Para llegar al Camino Francés en Frómista, su punto más próximo a Santander, la ruta pasa por Reinosa y Aguilar de Campoo. Queríamos hacer la mayor parte de esta ruta por caminos o carreteras secundarias, huyendo del tráfico de las carreteras principales. Para ello, podríamos aprovechar la Vía Verde Astillero-Ontaneda en Cantabria, y la Vía Verde del Canal de Castilla entre Alar del Rey y Frómista. Poco a poco fuimos desplegando mapas en la pantalla del computador, que es más cómodo, y eligiendo el recorrido. Programamos los puntos de paso en el GPS de mano que Paula, mi mujer, me había regalado. ¡Esos son regalos!. De pequeño, me gustaba recibir regalos "duros". Los "blandos" eran siempre ropa, que no tenía el mínimo interés. Y este GPS era realmente "duro". Nos ayudaría a no perdernos en el Camino, a medir el esfuerzo, y a señalarnos metas intermedias de esas que elevan la moral al ser alcanzadas.
Hacía años que deseaba hacer el Camino. En realidad, desde mis tiempos de estudiante. Las obligaciones de trabajo y familiares unas veces, la pereza otras, fueron retrasando la decisión. Pensaba que al hacerse mayor mi hijo Miguel, que ahora tiene 11 años y es muy entusiasta, quizás podría acompañarme. Mi hija Ana, de 16, es muy deportista pero no le gusta la bicicleta, que es una de mis muchas pasiones. ¡Qué guapa está ahora que tiene la edad con la que empecé a salir con su madre, Paula! ¡Cuantos recuerdos asoman a la memoria al verla así! Espero que cuando encuentre una pareja sea tan feliz como yo lo soy con Paula. Ella me animó a hacer el Camino al decirme burlonamente que si esperaba a Miguel estaría "demasiado viejo" para pedalear.
Conocí a mi compañero de viaje, Fernando, en el primer curso del colegio, con cinco años. Hemos mantenido una bonita amistad desde entonces, y compartimos la afición a la bicicleta. Salimos un rato a pedalear los fines de semana en que el tiempo lluvioso de Cantabria lo permite. Cuando inventaron la bicicleta de montaña fue nuestra liberación, ya que podíamos evitar el tráfico de coches tan molesto y peligroso.
Sabíamos que para poder hacer el Camino en bicicleta no era suficiente preparación física un rato semanal. Teníamos que prepararnos, y por eso me encontraba yo de camino al trabajo un día de abril cuando empecé a pensar en el espíritu del peregrino. Son trece kilómetros de ida y otros trece de vuelta, por una carretera secundaria que se asoma al mar en buena parte de su recorrido. Ideal para ir haciendo un poco de fondo. Y para ir pensando en el reto.
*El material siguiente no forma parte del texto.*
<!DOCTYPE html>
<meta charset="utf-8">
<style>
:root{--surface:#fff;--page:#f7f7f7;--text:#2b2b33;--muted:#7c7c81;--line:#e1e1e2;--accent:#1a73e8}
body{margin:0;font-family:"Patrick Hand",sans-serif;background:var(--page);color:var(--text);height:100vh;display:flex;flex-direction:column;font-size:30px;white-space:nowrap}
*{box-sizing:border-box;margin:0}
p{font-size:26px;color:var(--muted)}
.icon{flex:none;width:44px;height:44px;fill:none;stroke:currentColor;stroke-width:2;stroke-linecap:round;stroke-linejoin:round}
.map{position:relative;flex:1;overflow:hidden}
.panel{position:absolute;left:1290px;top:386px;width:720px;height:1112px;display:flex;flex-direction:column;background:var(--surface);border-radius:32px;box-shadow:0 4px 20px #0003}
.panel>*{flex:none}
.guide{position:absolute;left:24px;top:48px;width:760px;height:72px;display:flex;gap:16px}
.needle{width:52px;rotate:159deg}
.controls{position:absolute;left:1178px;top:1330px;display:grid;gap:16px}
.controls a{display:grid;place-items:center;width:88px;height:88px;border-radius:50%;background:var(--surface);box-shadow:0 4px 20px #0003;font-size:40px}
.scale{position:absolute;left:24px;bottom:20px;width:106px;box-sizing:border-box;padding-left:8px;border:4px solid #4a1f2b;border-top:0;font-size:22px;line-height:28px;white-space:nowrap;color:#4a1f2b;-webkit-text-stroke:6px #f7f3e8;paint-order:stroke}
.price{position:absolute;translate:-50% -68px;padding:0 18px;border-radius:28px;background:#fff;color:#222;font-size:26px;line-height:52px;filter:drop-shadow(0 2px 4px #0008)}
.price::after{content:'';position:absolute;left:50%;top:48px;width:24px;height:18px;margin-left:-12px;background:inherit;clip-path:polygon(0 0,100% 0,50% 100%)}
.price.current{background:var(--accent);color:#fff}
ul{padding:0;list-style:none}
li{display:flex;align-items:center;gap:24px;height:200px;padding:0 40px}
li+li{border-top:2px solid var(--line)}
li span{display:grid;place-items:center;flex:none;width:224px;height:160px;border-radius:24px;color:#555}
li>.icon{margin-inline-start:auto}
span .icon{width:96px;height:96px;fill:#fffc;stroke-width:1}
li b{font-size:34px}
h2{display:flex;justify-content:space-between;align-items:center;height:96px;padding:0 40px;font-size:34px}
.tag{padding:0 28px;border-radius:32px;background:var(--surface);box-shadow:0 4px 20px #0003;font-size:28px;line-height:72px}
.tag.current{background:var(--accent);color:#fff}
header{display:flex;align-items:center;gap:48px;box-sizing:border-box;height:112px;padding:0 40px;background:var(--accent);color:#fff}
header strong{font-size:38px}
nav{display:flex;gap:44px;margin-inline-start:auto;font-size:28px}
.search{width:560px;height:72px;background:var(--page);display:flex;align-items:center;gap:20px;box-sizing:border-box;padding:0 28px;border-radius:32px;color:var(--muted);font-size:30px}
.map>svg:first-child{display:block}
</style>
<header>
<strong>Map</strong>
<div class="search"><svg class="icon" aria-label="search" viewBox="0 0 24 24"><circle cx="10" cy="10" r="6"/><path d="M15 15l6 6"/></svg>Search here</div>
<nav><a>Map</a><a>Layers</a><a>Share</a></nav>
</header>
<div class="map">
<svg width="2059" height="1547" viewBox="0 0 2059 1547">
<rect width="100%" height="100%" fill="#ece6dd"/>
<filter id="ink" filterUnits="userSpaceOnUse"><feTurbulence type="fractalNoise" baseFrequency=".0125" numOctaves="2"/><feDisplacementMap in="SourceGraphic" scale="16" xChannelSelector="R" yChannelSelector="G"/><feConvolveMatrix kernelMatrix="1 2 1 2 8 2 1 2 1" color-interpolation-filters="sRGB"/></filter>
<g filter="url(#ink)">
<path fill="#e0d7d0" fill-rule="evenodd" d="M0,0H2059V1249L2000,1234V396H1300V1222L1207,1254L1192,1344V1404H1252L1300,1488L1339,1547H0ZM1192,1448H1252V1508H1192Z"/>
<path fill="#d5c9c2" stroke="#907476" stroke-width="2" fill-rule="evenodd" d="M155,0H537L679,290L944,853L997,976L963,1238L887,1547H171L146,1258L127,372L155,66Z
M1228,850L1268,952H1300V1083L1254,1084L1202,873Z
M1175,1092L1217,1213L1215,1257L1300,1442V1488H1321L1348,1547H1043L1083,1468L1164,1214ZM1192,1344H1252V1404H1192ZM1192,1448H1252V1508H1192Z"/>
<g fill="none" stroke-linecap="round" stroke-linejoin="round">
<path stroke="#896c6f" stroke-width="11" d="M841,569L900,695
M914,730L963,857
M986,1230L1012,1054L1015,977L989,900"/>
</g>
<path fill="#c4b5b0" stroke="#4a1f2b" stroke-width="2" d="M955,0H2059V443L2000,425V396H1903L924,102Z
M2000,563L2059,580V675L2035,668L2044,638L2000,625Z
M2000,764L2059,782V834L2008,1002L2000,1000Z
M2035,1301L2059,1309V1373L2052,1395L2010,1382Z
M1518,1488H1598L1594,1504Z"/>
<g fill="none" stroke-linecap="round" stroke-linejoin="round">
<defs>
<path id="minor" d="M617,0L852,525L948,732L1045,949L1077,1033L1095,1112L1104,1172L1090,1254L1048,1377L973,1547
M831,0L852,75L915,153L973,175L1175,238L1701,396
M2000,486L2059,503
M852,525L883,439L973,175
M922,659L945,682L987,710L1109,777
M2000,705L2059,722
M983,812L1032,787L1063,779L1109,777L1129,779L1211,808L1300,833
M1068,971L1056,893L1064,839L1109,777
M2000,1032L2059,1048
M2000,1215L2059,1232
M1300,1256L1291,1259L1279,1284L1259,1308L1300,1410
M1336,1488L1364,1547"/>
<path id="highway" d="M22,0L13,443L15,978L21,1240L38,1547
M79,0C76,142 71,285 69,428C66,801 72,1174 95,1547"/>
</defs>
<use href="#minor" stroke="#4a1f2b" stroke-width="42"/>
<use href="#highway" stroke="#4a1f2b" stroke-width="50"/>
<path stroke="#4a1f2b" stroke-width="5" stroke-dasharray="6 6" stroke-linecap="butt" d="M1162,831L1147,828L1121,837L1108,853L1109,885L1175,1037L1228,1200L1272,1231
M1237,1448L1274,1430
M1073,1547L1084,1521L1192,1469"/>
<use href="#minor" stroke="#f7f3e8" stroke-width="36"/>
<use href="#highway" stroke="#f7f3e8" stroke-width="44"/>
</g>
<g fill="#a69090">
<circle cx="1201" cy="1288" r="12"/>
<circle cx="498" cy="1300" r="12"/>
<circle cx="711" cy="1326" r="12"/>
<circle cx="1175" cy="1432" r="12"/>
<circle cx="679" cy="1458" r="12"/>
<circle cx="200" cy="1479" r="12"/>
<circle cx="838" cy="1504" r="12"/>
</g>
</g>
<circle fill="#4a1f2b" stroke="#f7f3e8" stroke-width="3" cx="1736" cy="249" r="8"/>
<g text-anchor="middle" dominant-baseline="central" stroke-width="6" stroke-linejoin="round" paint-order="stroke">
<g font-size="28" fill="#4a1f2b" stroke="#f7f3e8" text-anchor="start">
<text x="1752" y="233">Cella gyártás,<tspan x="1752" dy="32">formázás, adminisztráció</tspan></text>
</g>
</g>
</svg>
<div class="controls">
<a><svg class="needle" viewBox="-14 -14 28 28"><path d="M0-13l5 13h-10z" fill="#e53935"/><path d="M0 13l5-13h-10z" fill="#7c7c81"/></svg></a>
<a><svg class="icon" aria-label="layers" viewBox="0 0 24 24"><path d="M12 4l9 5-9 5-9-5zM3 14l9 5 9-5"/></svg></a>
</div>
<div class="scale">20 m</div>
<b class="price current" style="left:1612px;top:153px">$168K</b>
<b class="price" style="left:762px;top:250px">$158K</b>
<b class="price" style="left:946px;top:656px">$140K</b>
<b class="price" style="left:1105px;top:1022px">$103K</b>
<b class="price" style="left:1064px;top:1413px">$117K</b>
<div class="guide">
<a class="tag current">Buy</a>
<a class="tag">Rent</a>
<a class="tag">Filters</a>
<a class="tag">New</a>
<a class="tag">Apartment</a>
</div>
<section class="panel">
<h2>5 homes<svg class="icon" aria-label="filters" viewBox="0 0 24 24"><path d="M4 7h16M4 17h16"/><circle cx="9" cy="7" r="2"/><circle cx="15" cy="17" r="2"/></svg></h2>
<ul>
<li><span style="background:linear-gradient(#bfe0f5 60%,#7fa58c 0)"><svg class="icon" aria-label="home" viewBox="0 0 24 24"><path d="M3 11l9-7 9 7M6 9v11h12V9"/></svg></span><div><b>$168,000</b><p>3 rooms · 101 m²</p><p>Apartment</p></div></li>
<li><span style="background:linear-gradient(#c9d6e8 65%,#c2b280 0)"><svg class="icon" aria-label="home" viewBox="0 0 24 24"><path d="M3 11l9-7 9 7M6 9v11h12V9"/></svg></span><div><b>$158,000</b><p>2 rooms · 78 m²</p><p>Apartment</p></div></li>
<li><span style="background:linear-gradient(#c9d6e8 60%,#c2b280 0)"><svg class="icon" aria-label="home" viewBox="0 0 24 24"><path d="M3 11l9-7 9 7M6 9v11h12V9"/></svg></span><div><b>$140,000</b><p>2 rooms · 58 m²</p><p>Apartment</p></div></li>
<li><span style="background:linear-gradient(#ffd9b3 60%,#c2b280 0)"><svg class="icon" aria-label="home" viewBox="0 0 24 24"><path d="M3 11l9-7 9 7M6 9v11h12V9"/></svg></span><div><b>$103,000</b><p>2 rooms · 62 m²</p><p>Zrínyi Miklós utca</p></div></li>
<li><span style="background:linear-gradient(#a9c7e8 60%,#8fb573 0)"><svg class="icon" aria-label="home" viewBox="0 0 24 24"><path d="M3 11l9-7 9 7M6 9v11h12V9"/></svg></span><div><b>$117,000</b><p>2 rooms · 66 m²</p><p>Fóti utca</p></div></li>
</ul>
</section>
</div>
Poco a poco fuimos comprando todo el equipo y continuamos la preparación física, hasta que llegó casi sin darnos cuenta el día anterior a la salida. Ese día hice el equipaje y me sorprendió que a pesar de intentar llevar lo mínimo pesaba más de 12 kilos. La bici quedaba pesadísima con esa carga, pero no se me ocurría qué quitar, por lo que ese fue mi lastre durante todo el viaje.
En la noche anterior a la salida
sentía algo de miedo. ¿Sería capaz de soportar el
reto físico? Aguantarían las piernas, y en especial, las
rodillas? ¿Resistiría el calor de Castilla en Agosto? No
sabía entonces que lo más duro del camino no
serían las cuestas ni el calor, sino el frío.